Saturday, September 26, 2009

How to lose your most important salesperson: The customer

While cleaning out old papers a few weekends back, I came across a hand-me-down paperback that had idled in my filing cabinet for far, far too long: Harvey Mackay's Swim with the Sharks (without being eaten alive). The names dropped in the anecdotes are dated enough that they actually made me feel a little old when I thumbed my way through the "lessons."

Sure, a lot of the "rules" of marketing have changed, thanks to the constant evolution of the internet and related technologies. But certain human fundamentals don't. One of them--the very first in the Mackay book--was being quite flagrantly violated tonight when my husband and I stopped into Barnes & Noble. To quote:
Marketing is not the art of selling. It's not the simple business of convincing someone to buy. It is the art of creating conditions by which the buyer convinces himself.
Understand that when I walk into a bookstore, a sale is already half-made. I'm just a sucker that way. But when the music is blaring so loud that I can't concentrate on the chapter I'm trying to skim to get a feel for a book, I can't convince myself to buy it. When we walked out of the store, my husband remarked, "It's like walking out of a bar."

Now, I realize that bricks-and-mortar bookstores are under fierce competition from Amazon.com and probably their own online incarnations as well. They can only be expected to make up so much of that in overpriced coffee and pastries. But real-world bookstores let you browse a book before deciding to buy, something their virtual counterparts very often don't. That's a huge advantage, and turning a bookstore into something that feels more like a club completely negates it.

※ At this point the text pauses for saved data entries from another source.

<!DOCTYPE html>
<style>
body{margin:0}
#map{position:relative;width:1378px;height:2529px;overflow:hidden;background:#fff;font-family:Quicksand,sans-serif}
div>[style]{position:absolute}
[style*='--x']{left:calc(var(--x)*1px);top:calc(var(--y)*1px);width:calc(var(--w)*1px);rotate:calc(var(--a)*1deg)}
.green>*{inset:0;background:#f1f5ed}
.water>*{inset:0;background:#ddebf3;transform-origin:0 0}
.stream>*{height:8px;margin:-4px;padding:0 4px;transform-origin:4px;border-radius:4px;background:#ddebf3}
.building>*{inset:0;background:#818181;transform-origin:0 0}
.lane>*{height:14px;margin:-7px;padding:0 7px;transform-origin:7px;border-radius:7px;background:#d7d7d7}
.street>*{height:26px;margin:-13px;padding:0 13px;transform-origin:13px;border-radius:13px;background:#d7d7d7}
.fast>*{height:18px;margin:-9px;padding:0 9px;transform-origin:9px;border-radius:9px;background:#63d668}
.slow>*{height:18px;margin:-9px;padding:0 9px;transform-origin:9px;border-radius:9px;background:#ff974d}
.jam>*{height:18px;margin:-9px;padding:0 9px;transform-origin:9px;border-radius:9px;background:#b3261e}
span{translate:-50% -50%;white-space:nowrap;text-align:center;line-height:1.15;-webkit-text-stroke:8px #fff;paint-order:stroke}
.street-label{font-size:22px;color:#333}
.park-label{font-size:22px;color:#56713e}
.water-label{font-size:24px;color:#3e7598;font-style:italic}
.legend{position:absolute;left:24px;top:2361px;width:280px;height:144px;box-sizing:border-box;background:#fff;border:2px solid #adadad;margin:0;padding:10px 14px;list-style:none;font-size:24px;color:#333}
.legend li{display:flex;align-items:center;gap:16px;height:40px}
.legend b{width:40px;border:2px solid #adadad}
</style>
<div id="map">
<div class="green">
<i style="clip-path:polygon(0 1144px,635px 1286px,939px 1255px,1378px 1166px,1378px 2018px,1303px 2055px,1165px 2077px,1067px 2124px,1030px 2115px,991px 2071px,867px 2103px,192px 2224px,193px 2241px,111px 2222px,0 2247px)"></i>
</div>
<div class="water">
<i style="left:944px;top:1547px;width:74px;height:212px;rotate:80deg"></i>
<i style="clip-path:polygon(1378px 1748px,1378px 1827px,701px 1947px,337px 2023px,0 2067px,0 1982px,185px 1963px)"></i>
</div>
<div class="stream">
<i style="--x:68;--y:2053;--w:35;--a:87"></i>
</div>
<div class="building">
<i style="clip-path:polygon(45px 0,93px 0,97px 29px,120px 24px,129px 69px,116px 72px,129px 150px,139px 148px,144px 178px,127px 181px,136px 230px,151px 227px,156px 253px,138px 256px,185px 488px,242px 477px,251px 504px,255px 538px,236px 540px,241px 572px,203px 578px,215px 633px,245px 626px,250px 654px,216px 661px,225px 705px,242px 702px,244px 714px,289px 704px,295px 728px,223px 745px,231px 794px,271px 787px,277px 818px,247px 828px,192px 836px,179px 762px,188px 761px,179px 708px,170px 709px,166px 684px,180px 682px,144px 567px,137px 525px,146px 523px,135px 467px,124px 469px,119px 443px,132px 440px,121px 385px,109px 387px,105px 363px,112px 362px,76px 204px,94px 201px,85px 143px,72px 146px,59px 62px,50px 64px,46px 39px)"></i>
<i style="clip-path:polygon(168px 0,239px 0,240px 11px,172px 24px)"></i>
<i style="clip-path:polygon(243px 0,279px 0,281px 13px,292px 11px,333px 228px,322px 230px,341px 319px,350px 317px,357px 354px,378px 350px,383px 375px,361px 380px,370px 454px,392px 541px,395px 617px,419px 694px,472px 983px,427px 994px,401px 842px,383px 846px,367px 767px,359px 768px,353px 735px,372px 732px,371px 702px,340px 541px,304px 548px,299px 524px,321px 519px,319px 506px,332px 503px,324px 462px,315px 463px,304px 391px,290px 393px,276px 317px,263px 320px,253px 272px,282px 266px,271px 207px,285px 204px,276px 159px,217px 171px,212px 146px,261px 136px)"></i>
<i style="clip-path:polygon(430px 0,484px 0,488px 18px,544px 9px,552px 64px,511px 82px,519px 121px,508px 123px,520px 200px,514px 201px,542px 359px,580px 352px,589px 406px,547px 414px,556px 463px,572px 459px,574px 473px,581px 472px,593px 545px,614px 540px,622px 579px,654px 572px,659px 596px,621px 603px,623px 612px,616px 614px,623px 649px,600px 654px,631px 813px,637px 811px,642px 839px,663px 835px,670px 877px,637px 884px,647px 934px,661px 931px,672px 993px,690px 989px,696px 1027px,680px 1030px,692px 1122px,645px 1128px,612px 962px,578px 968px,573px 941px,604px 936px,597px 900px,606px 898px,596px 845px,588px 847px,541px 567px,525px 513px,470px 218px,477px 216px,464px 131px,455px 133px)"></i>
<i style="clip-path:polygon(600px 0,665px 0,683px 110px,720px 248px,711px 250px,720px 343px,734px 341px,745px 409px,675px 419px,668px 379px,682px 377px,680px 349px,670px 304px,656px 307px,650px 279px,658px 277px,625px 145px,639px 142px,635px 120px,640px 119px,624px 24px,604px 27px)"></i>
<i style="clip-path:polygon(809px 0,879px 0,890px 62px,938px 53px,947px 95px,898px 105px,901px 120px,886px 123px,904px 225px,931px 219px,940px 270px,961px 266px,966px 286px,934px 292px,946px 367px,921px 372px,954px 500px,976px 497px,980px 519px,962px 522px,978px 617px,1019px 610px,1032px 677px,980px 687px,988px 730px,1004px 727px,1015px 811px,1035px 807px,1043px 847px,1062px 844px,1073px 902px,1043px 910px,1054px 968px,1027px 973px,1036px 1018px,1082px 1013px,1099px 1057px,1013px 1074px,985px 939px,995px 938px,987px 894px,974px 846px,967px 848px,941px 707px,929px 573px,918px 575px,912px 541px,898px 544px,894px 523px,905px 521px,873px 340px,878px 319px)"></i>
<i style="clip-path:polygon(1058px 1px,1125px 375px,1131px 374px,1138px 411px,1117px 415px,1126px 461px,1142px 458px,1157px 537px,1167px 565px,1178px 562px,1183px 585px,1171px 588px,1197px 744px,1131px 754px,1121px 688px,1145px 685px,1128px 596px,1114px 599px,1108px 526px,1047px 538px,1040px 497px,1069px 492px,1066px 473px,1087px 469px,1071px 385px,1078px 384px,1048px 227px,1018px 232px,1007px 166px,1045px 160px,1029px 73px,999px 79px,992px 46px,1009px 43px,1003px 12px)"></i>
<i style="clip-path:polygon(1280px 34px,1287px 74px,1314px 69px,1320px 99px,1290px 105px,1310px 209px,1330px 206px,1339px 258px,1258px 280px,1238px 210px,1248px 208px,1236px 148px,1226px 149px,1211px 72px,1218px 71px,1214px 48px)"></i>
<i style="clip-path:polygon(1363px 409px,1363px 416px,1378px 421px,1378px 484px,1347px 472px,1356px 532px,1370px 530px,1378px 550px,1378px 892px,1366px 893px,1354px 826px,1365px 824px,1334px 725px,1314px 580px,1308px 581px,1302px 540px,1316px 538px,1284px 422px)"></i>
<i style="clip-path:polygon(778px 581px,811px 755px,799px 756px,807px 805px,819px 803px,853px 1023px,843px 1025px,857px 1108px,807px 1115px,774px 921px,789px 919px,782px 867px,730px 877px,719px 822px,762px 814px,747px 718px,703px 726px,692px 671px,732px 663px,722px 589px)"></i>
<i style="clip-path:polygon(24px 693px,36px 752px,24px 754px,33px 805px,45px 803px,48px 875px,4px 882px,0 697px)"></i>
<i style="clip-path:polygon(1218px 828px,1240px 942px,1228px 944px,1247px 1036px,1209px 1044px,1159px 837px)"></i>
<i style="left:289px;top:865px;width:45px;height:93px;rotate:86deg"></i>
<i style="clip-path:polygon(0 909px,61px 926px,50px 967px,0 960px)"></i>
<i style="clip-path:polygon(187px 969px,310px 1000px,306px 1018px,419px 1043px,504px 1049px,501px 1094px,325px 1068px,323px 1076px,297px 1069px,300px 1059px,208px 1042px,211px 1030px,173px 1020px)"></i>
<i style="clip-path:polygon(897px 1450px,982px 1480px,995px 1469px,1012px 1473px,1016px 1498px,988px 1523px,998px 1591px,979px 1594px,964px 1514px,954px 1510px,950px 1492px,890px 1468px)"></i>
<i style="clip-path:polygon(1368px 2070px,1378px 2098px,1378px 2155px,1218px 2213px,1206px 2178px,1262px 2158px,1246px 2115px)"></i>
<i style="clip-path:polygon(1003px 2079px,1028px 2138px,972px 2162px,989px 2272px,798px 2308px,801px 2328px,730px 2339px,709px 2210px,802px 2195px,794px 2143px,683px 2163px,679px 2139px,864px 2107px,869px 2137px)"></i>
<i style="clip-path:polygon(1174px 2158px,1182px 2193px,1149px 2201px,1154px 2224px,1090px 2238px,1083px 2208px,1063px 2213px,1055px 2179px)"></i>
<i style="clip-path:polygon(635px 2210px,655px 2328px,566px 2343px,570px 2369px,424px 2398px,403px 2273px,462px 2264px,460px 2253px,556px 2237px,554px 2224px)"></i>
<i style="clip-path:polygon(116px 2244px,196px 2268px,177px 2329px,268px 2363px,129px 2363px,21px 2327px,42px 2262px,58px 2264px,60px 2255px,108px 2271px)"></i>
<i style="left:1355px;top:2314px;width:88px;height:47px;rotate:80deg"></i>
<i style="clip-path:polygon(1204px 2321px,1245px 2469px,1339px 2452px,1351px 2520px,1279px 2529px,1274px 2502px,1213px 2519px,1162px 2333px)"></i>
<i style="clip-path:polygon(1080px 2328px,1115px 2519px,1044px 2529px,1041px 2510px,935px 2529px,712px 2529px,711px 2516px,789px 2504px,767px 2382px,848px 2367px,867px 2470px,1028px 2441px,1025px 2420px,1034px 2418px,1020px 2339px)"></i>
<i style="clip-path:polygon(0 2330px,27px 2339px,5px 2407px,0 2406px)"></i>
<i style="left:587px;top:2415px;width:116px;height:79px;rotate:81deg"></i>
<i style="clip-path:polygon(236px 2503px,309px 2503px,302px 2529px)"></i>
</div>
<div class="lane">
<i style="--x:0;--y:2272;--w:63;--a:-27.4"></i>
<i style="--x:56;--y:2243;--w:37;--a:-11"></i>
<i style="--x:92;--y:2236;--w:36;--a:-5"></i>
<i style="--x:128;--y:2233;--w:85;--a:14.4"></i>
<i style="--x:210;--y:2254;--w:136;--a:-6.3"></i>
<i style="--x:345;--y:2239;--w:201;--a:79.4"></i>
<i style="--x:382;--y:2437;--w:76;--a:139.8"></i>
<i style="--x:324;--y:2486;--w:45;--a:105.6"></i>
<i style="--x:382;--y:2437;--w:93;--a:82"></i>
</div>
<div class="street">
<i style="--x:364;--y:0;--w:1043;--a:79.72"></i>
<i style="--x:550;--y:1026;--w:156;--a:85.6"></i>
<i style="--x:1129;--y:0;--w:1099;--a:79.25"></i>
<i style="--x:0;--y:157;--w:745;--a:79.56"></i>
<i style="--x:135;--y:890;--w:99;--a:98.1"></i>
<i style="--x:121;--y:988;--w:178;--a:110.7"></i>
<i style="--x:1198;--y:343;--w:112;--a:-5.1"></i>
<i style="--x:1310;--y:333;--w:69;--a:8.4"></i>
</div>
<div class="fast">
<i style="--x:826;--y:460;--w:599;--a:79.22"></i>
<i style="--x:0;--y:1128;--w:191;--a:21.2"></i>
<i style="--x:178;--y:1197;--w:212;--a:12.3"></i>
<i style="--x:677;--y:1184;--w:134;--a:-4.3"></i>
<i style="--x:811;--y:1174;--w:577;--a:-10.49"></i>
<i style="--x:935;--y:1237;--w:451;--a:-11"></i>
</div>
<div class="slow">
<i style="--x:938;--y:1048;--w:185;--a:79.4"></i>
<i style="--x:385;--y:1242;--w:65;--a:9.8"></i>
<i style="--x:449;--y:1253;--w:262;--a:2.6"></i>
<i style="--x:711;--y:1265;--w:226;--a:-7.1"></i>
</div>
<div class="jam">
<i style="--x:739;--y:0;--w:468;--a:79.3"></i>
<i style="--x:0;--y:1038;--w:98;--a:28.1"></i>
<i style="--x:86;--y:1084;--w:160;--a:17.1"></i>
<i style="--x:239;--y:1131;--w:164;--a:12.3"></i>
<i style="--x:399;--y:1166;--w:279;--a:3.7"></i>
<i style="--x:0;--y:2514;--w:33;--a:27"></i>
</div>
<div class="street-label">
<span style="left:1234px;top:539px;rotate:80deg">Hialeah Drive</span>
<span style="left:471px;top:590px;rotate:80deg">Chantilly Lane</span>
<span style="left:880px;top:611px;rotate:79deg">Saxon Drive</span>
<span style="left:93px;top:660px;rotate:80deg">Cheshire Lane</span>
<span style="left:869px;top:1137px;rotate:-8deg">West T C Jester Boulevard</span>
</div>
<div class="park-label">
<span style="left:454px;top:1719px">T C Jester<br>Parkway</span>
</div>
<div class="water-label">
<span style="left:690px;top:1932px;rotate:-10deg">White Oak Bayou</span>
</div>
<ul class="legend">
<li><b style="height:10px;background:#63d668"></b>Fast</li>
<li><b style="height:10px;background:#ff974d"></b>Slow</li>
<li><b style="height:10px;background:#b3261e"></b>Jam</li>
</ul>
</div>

It's possible that I'm just missing something, namely the next evolution of the trade that began with Gutenberg and Manutius and the like--one that might be a no-brainer to those who put ink on paper for a living. It's not a romantic business, however much bibliophiles--such as my unabashed self--tend to idealize it. But to say that blogging and self-publishing are responsible for the death of the bookstore ignores part of the equation.

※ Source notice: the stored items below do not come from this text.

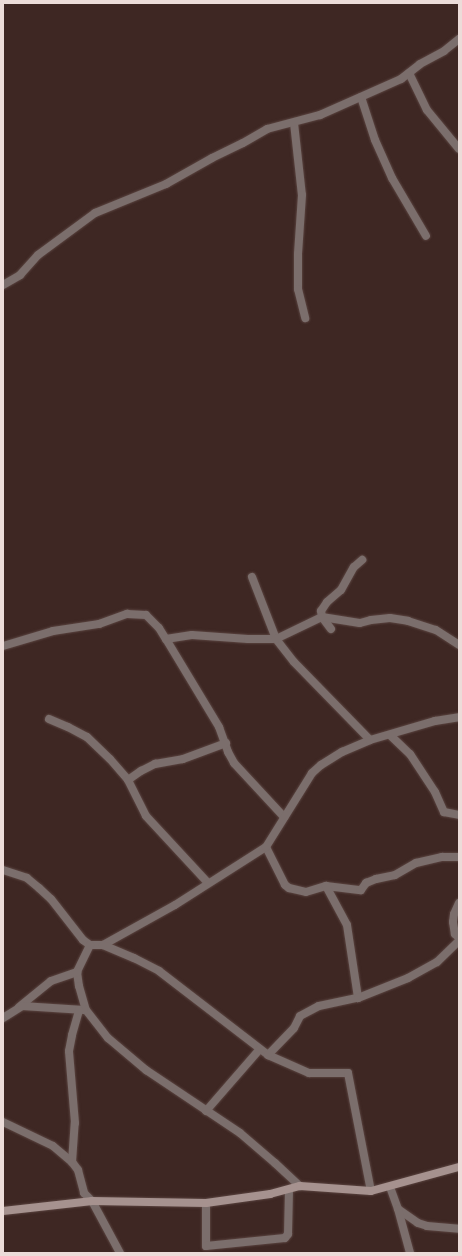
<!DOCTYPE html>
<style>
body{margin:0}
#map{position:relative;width:462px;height:1256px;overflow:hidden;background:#3e2723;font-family:"Open Sans",sans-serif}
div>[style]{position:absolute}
.roads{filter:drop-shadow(0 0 1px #5a4440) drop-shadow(0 0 1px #5a4440)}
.street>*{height:8px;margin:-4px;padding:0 4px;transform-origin:4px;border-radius:4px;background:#7b6e6c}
.secondary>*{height:8px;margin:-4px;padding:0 4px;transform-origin:4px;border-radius:4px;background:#a6928f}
span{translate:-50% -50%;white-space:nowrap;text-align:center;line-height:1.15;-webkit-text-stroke:4px #331d19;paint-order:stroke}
.frame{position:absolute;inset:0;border:4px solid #ecdcd9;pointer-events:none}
</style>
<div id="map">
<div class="roads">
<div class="street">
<div style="left:409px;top:73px;width:41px;rotate:64.1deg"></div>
<div style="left:427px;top:110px;width:50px;rotate:50.6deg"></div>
<div style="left:361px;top:97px;width:45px;rotate:72deg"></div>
<div style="left:375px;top:140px;width:42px;rotate:65.9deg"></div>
<div style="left:392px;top:178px;width:67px;rotate:59.6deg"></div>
<div style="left:294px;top:123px;width:72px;rotate:83.7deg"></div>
<div style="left:302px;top:195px;width:59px;rotate:93.9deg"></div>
<div style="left:298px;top:254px;width:35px;rotate:90deg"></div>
<div style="left:298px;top:289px;width:30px;rotate:76deg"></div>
<div style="left:3px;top:285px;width:20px;rotate:-30deg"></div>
<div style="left:20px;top:275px;width:27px;rotate:-48deg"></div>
<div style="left:38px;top:255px;width:71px;rotate:-36.4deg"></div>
<div style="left:95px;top:213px;width:77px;rotate:-22.2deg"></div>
<div style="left:166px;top:184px;width:53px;rotate:-29.5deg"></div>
<div style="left:212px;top:158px;width:34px;rotate:-26deg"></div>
<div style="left:243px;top:143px;width:28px;rotate:-30deg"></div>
<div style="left:267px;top:129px;width:55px;rotate:-14.8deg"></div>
<div style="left:320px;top:115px;width:89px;rotate:-24deg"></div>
<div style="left:401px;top:79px;width:24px;rotate:-38deg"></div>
<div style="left:420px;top:64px;width:27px;rotate:-28deg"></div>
<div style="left:444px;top:51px;width:19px;rotate:-39deg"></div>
<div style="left:252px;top:577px;width:66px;rotate:68.8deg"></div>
<div style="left:276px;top:639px;width:29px;rotate:52deg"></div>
<div style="left:294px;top:662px;width:109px;rotate:45.7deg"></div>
<div style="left:331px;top:629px;width:15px;rotate:-127deg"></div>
<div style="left:322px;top:617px;width:6px;rotate:-99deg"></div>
<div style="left:321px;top:611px;width:11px;rotate:-56deg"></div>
<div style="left:327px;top:602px;width:18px;rotate:-41deg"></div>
<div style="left:341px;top:590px;width:26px;rotate:-61deg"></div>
<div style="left:354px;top:567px;width:11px;rotate:-41deg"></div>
<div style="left:166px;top:639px;width:26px;rotate:-9deg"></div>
<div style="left:192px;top:635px;width:56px;rotate:4.1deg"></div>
<div style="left:248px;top:639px;width:28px"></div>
<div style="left:276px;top:639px;width:51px;rotate:-25.6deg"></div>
<div style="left:322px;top:617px;width:38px;rotate:9deg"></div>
<div style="left:360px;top:623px;width:11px;rotate:-15deg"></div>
<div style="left:371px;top:620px;width:19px;rotate:-6deg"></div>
<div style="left:390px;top:618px;width:18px;rotate:9deg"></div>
<div style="left:408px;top:621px;width:29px;rotate:18deg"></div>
<div style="left:436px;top:630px;width:27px;rotate:33deg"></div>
<div style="left:3px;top:646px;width:52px;rotate:-16.7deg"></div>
<div style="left:53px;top:631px;width:47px;rotate:-8.7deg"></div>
<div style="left:99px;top:624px;width:30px;rotate:-20deg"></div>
<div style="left:127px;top:614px;width:19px;rotate:3deg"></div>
<div style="left:146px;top:615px;width:18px;rotate:45deg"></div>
<div style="left:159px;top:628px;width:13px;rotate:58deg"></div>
<div style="left:166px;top:639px;width:103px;rotate:58.9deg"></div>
<div style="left:219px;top:727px;width:27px;rotate:70deg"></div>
<div style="left:228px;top:752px;width:13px;rotate:61deg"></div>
<div style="left:234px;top:763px;width:74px;rotate:47.2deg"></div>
<div style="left:49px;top:719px;width:21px;rotate:23deg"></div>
<div style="left:68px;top:727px;width:21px;rotate:28deg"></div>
<div style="left:87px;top:737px;width:32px;rotate:44deg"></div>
<div style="left:110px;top:759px;width:28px;rotate:49deg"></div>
<div style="left:128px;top:780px;width:40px;rotate:63.4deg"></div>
<div style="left:146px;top:816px;width:91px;rotate:47.2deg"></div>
<div style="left:390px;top:735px;width:28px;rotate:44deg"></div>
<div style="left:410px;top:754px;width:45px;rotate:56.7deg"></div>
<div style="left:435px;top:792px;width:22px;rotate:66deg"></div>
<div style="left:444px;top:812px;width:15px;rotate:11deg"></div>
<div style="left:128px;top:780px;width:16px;rotate:-35deg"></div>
<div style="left:141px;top:771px;width:16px;rotate:-27deg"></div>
<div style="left:155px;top:764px;width:28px;rotate:-10deg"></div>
<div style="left:183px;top:759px;width:46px;rotate:-20.4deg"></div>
<div style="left:266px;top:847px;width:42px;rotate:63.4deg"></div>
<div style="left:285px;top:885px;width:5px;rotate:37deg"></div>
<div style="left:289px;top:888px;width:17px;rotate:13deg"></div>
<div style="left:306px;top:892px;width:21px;rotate:-17deg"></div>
<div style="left:326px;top:886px;width:35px;rotate:7deg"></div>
<div style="left:361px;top:890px;width:9px;rotate:-54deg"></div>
<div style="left:366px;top:883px;width:11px;rotate:-22deg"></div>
<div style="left:376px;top:879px;width:19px;rotate:-12deg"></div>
<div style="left:395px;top:875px;width:24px;rotate:-30deg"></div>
<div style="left:416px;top:863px;width:27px;rotate:-13deg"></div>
<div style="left:442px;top:857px;width:17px"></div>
<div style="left:3px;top:870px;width:25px;rotate:18deg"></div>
<div style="left:27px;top:878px;width:16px;rotate:40deg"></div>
<div style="left:39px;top:888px;width:16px;rotate:43deg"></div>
<div style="left:51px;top:899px;width:52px;rotate:52deg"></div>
<div style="left:83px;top:940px;width:9px;rotate:36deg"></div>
<div style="left:90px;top:945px;width:13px"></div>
<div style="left:103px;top:945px;width:82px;rotate:-29.1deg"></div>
<div style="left:175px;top:905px;width:108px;rotate:-32.5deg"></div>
<div style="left:266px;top:847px;width:87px;rotate:-58.1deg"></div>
<div style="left:312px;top:773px;width:12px;rotate:-42deg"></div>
<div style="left:321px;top:765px;width:25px;rotate:-32deg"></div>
<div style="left:342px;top:752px;width:30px;rotate:-23deg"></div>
<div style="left:370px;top:740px;width:68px;rotate:-16.3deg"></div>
<div style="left:435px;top:721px;width:24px;rotate:-9deg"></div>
<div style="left:326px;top:886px;width:44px;rotate:61.7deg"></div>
<div style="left:347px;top:925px;width:74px;rotate:81.4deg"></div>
<div style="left:459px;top:903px;width:12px;rotate:114deg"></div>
<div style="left:454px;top:914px;width:8px;rotate:97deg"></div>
<div style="left:453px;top:922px;width:12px;rotate:81deg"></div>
<div style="left:455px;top:934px;width:6px;rotate:45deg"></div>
<div style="left:90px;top:945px;width:30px;rotate:116deg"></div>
<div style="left:77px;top:972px;width:14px;rotate:82deg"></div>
<div style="left:79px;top:986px;width:25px;rotate:74deg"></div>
<div style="left:86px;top:1010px;width:36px;rotate:52deg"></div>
<div style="left:108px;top:1038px;width:50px;rotate:40.1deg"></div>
<div style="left:146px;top:1070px;width:113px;rotate:33.8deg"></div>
<div style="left:240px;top:1133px;width:46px;rotate:40.6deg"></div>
<div style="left:275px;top:1163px;width:34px;rotate:43deg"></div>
<div style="left:103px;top:945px;width:34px;rotate:23deg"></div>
<div style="left:134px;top:958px;width:28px;rotate:27deg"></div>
<div style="left:159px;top:971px;width:138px;rotate:37.6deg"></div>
<div style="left:268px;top:1055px;width:45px;rotate:23.7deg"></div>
<div style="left:309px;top:1073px;width:39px"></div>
<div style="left:348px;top:1073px;width:120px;rotate:79deg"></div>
<div style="left:19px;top:1007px;width:41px;rotate:-39.1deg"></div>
<div style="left:51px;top:981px;width:28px;rotate:-19deg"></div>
<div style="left:3px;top:1018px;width:22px;rotate:-32deg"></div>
<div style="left:22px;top:1006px;width:62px;rotate:3.7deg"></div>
<div style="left:268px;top:1055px;width:37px;rotate:-46deg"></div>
<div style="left:294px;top:1028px;width:13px;rotate:-63deg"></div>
<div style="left:300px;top:1016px;width:21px;rotate:-28deg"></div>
<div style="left:319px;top:1006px;width:40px;rotate:-12deg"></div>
<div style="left:358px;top:998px;width:54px;rotate:-21.8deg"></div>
<div style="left:408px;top:978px;width:33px;rotate:-29deg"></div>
<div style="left:437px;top:962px;width:30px;rotate:-44deg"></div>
<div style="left:206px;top:1111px;width:81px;rotate:-49deg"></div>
<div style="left:3px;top:1122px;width:55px;rotate:25.6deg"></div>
<div style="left:53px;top:1146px;width:25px;rotate:40deg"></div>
<div style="left:72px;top:1162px;width:10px;rotate:53deg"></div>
<div style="left:78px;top:1170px;width:24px;rotate:75deg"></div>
<div style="left:84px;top:1193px;width:11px;rotate:45deg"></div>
<div style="left:92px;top:1201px;width:59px;rotate:61.7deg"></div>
<div style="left:72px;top:1162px;width:39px;rotate:-86deg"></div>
<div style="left:75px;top:1123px;width:72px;rotate:-94.8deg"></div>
<div style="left:69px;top:1051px;width:16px;rotate:-79deg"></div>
<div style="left:72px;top:1035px;width:26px;rotate:-74deg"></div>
<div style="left:390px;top:1187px;width:23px;rotate:70deg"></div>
<div style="left:398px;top:1209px;width:24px;rotate:35deg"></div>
<div style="left:418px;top:1223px;width:9px;rotate:18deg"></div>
<div style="left:427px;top:1226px;width:32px;rotate:5deg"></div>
<div style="left:206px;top:1203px;width:43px;rotate:90deg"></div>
<div style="left:206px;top:1246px;width:79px;rotate:-5.8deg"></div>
<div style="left:285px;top:1238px;width:5px;rotate:-53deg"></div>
<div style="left:288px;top:1234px;width:44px;rotate:-88.7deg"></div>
<div style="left:398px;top:1209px;width:46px;rotate:74.7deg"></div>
</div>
<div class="secondary">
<div style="left:3px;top:1211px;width:90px;rotate:-6.4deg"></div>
<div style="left:92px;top:1201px;width:114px;rotate:1deg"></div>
<div style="left:206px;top:1203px;width:65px;rotate:-8deg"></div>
<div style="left:270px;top:1194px;width:31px;rotate:-15deg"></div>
<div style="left:300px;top:1186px;width:71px;rotate:4deg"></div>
<div style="left:371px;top:1191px;width:91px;rotate:-15.3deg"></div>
</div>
</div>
<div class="frame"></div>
</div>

Simply put: A book is a more tangible connection with information than a website that may or may not be there tomorrow. Having that information in dead-tree format is an insurance policy against that information being scattered to the winds or lost entirely. But, unlike "free" information on the internet, books cost money. This requires us to make a buy vs. pass decision that cannot be made (first hand, anyway) without viewing a sample of the work to determine whether we can make a connection with it.

A bookstore--at its most elemental--exists to make that initial connection. Having coffee with that book while the connection is being made is a nice option to have, but is not central to the experience. And when the bookstore's attempt at "ambiance" completely subverts the match-making, the whole point of having books at what's essentially a coffee-bar is lost on me.